-- Opening Marker --

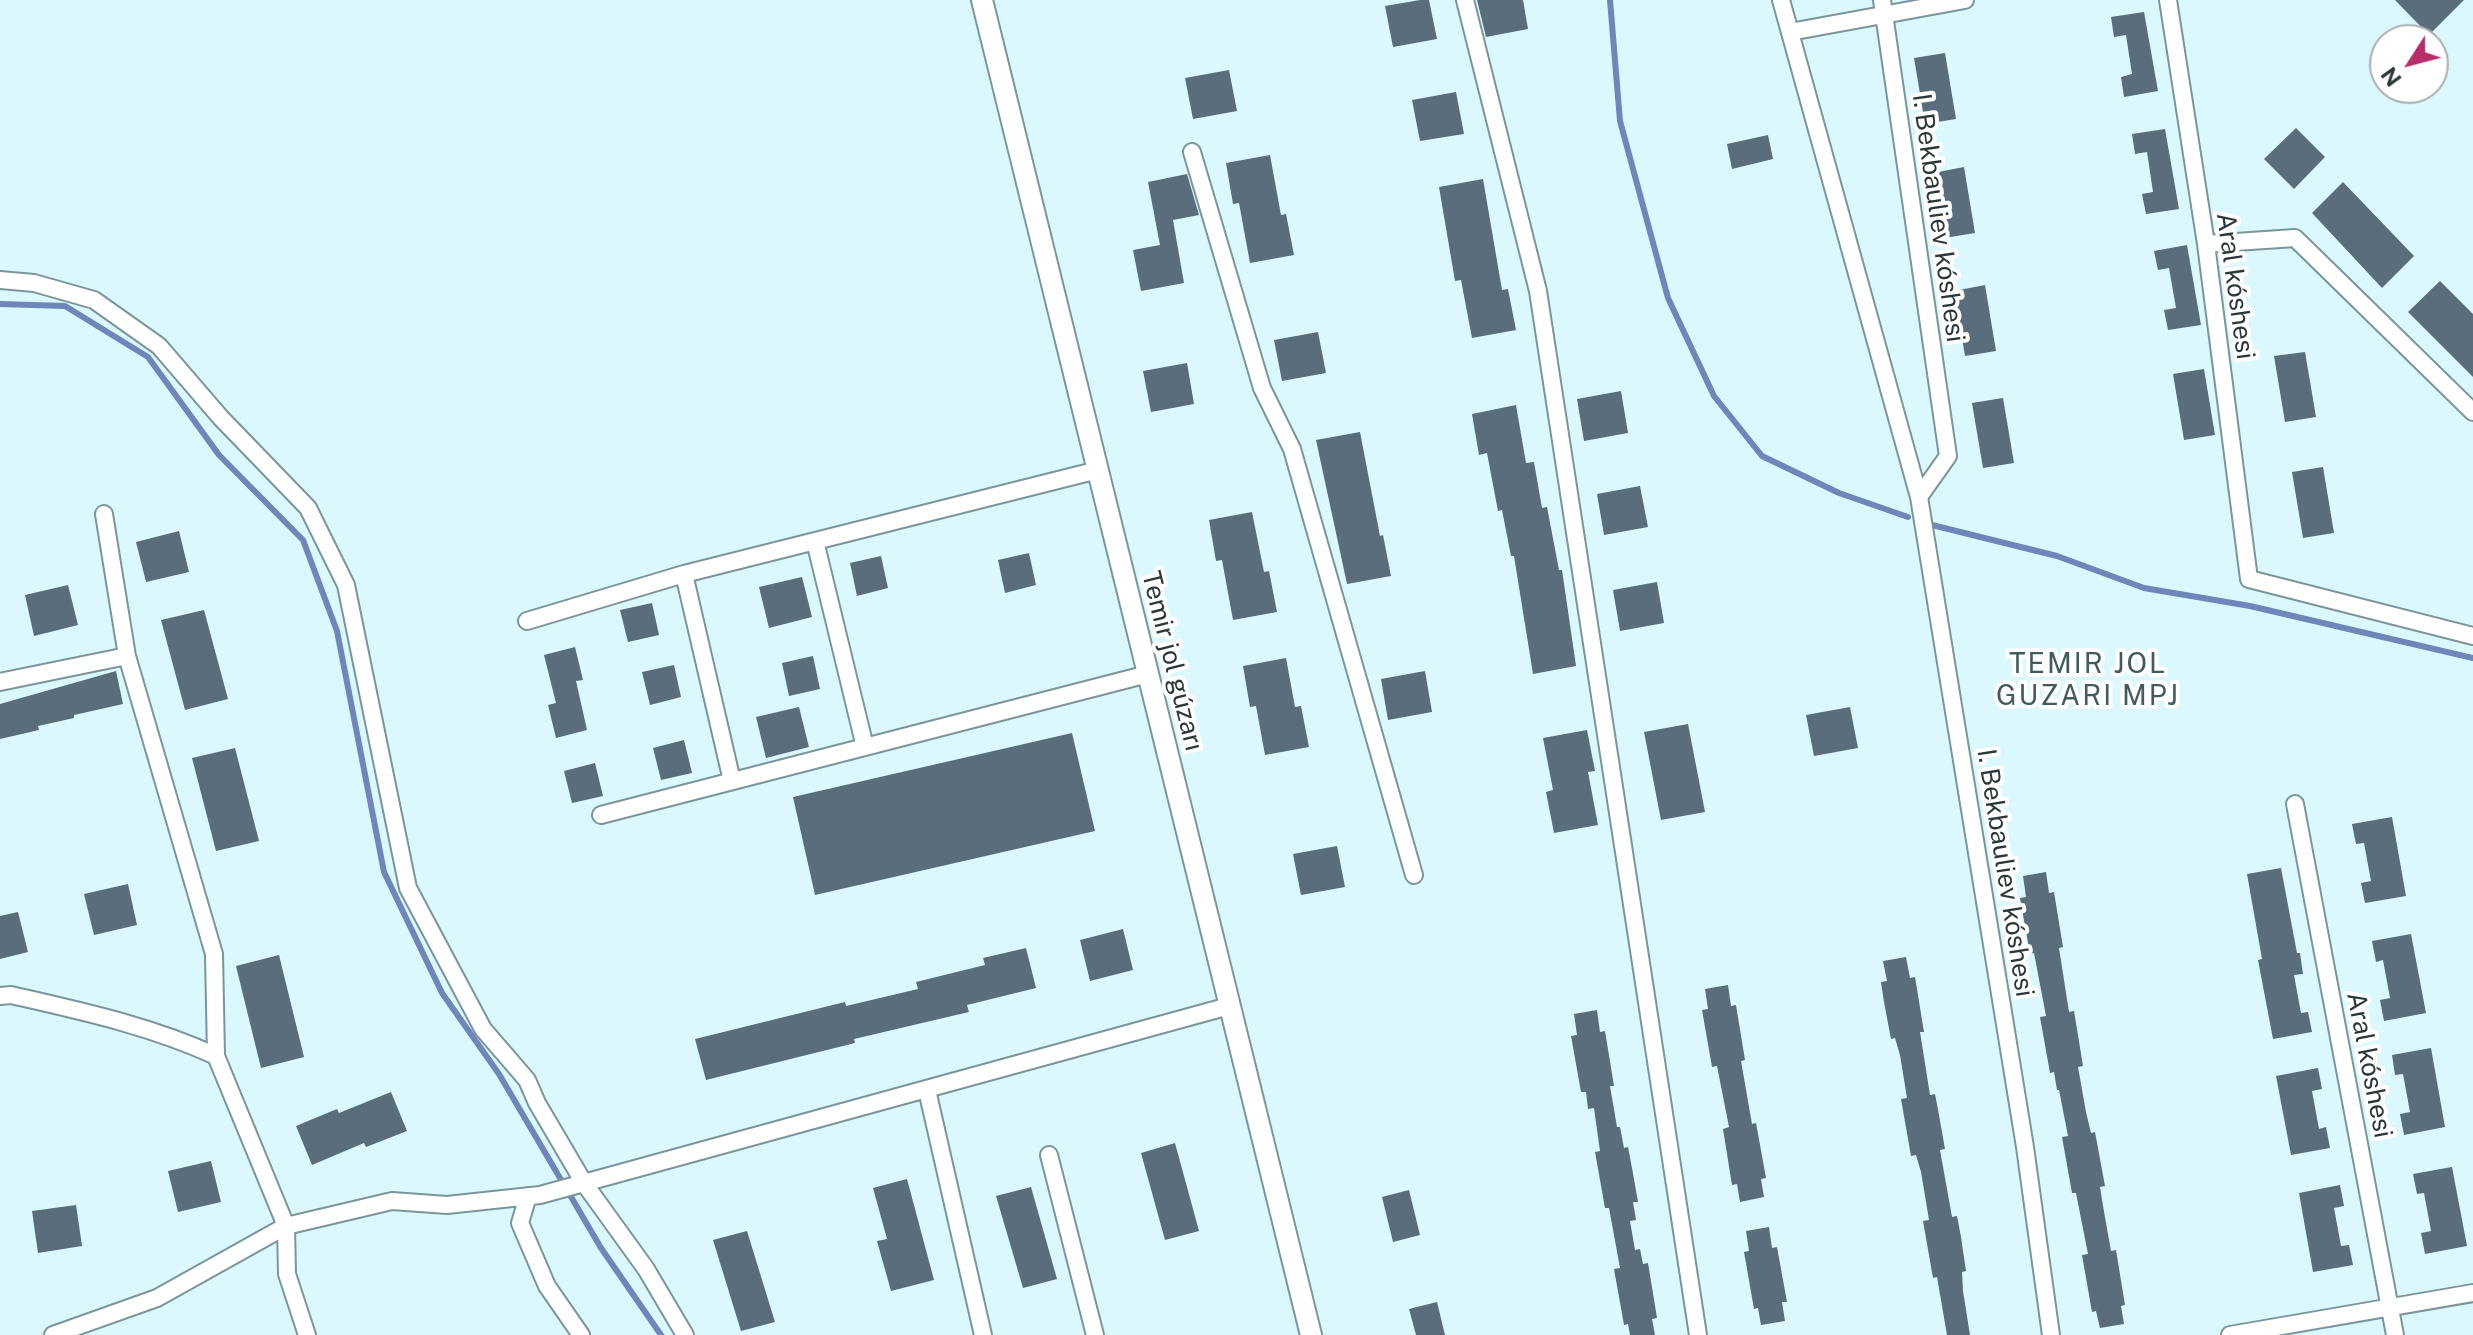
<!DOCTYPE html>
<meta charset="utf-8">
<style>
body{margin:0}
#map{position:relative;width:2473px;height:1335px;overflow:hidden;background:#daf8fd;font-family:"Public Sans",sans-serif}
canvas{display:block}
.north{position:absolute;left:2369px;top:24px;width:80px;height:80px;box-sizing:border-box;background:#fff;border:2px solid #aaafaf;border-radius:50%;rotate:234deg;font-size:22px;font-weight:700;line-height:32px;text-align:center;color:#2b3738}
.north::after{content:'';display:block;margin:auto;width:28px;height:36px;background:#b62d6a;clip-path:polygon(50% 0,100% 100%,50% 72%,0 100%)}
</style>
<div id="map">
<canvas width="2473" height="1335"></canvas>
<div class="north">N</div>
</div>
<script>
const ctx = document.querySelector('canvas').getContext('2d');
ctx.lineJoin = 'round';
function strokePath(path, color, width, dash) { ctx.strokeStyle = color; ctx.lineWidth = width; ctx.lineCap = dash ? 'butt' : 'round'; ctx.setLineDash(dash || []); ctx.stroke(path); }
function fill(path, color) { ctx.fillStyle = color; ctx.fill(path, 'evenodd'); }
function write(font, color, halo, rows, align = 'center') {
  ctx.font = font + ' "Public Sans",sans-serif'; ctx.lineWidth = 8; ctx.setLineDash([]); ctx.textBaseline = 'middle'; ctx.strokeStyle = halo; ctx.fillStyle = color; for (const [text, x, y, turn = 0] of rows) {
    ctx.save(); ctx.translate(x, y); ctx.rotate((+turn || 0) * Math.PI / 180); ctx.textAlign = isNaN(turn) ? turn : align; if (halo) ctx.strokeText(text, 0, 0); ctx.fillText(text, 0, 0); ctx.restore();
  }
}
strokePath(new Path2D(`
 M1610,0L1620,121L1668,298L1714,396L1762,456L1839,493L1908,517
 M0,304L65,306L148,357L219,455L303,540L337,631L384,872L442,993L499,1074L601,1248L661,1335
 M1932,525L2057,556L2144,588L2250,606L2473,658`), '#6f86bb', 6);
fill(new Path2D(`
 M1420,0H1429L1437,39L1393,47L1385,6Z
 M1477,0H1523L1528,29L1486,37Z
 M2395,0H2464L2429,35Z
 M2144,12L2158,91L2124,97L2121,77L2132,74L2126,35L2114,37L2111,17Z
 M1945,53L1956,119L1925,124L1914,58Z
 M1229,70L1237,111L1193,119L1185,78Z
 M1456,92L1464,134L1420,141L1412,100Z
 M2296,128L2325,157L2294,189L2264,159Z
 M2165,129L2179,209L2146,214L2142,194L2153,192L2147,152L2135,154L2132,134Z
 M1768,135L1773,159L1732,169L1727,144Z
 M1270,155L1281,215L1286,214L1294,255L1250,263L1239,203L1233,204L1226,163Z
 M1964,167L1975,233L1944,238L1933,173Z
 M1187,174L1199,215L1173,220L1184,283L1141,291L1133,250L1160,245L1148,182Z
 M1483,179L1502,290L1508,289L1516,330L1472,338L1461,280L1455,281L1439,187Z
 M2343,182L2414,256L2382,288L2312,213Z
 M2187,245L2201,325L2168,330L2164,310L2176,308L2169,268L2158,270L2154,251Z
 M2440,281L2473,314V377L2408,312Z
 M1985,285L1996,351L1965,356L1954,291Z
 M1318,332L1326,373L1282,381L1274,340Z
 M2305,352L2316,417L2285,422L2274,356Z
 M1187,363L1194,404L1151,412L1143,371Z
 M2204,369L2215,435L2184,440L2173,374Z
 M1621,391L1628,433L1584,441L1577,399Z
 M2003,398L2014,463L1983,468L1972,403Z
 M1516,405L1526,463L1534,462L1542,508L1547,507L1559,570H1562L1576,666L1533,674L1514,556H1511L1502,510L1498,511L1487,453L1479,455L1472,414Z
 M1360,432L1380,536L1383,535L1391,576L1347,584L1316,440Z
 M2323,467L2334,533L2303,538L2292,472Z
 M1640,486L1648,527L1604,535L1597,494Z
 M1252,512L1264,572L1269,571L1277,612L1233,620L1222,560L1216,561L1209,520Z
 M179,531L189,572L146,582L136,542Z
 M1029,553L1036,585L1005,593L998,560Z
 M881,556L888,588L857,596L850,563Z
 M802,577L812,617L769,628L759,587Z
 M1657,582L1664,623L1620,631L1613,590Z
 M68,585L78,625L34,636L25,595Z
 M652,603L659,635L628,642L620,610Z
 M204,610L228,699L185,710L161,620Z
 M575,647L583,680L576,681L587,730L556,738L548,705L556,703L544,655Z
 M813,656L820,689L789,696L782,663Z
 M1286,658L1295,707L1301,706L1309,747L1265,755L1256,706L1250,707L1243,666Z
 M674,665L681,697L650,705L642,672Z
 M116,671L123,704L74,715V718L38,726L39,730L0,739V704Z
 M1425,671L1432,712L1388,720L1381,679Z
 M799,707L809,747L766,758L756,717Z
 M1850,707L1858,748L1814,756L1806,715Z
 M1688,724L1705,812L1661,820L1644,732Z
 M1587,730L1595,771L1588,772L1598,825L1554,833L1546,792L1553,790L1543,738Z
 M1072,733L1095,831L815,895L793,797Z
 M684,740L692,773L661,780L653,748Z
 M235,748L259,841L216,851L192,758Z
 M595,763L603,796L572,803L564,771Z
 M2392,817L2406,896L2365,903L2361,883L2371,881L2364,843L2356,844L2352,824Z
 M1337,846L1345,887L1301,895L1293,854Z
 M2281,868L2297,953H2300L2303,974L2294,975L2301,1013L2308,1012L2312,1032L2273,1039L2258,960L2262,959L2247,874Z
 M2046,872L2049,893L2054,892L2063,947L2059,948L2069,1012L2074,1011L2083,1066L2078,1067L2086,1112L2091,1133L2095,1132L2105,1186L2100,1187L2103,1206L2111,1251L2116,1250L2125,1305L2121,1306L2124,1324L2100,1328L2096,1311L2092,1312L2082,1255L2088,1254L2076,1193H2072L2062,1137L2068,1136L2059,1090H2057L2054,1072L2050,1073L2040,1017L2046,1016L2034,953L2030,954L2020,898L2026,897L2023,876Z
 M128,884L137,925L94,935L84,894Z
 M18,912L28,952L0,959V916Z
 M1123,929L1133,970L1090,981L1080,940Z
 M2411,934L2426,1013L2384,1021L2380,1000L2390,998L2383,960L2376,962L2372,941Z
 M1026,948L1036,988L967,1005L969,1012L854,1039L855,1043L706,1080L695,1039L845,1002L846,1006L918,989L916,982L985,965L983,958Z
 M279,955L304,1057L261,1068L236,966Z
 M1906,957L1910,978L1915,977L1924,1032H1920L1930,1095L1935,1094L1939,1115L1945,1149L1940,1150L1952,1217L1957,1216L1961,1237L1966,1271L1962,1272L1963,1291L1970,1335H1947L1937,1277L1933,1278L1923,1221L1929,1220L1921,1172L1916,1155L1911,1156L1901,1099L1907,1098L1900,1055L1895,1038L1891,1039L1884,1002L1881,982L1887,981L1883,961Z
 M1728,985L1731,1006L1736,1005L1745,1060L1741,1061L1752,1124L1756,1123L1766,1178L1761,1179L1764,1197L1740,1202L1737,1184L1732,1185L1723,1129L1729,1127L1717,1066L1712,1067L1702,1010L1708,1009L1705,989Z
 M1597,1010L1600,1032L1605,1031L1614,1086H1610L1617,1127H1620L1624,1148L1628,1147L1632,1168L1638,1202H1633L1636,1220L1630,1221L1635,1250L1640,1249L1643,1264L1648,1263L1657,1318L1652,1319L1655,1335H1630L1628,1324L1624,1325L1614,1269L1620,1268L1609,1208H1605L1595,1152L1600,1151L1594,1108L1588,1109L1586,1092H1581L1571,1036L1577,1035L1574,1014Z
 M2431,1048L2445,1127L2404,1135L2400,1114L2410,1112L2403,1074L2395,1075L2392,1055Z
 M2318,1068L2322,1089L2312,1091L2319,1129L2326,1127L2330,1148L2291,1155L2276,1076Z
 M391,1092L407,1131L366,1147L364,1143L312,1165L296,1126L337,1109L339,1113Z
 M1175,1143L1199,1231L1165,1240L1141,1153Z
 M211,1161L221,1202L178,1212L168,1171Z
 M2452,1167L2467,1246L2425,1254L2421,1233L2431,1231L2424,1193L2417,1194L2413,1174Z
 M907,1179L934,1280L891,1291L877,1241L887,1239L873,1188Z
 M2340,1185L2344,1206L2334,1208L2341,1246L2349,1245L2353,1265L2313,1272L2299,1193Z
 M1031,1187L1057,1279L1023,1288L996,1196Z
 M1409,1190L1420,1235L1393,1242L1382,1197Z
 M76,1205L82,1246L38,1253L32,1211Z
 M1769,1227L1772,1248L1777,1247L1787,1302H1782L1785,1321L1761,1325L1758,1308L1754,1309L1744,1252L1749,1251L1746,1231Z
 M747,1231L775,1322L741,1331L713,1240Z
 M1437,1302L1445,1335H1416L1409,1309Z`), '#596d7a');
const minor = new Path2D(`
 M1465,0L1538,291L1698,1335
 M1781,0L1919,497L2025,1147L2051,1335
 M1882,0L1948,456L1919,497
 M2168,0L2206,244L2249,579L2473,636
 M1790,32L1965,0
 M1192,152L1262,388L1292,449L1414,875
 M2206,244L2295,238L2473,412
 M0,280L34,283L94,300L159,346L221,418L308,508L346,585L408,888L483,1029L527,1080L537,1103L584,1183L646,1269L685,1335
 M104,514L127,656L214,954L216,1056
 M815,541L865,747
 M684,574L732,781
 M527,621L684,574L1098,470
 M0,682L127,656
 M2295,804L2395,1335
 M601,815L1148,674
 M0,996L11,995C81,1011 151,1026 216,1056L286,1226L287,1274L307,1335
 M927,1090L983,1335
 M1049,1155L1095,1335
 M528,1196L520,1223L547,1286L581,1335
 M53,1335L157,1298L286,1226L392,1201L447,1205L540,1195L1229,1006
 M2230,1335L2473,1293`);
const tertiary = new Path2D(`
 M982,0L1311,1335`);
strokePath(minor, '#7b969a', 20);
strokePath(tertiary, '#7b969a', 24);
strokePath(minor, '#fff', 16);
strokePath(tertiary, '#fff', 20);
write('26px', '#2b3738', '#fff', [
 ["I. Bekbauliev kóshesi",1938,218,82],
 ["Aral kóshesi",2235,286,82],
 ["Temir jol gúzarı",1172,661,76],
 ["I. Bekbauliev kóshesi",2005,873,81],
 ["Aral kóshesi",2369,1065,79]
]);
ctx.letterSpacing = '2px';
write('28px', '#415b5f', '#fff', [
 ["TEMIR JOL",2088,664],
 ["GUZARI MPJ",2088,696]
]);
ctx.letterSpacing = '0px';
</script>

-- Closing Marker --

_What to do_. Scan the entries above and return each line that holds "canvas".

_Exercise answer_.
canvas{display:block}
<canvas width="2473" height="1335"></canvas>
const ctx = document.querySelector('canvas').getContext('2d');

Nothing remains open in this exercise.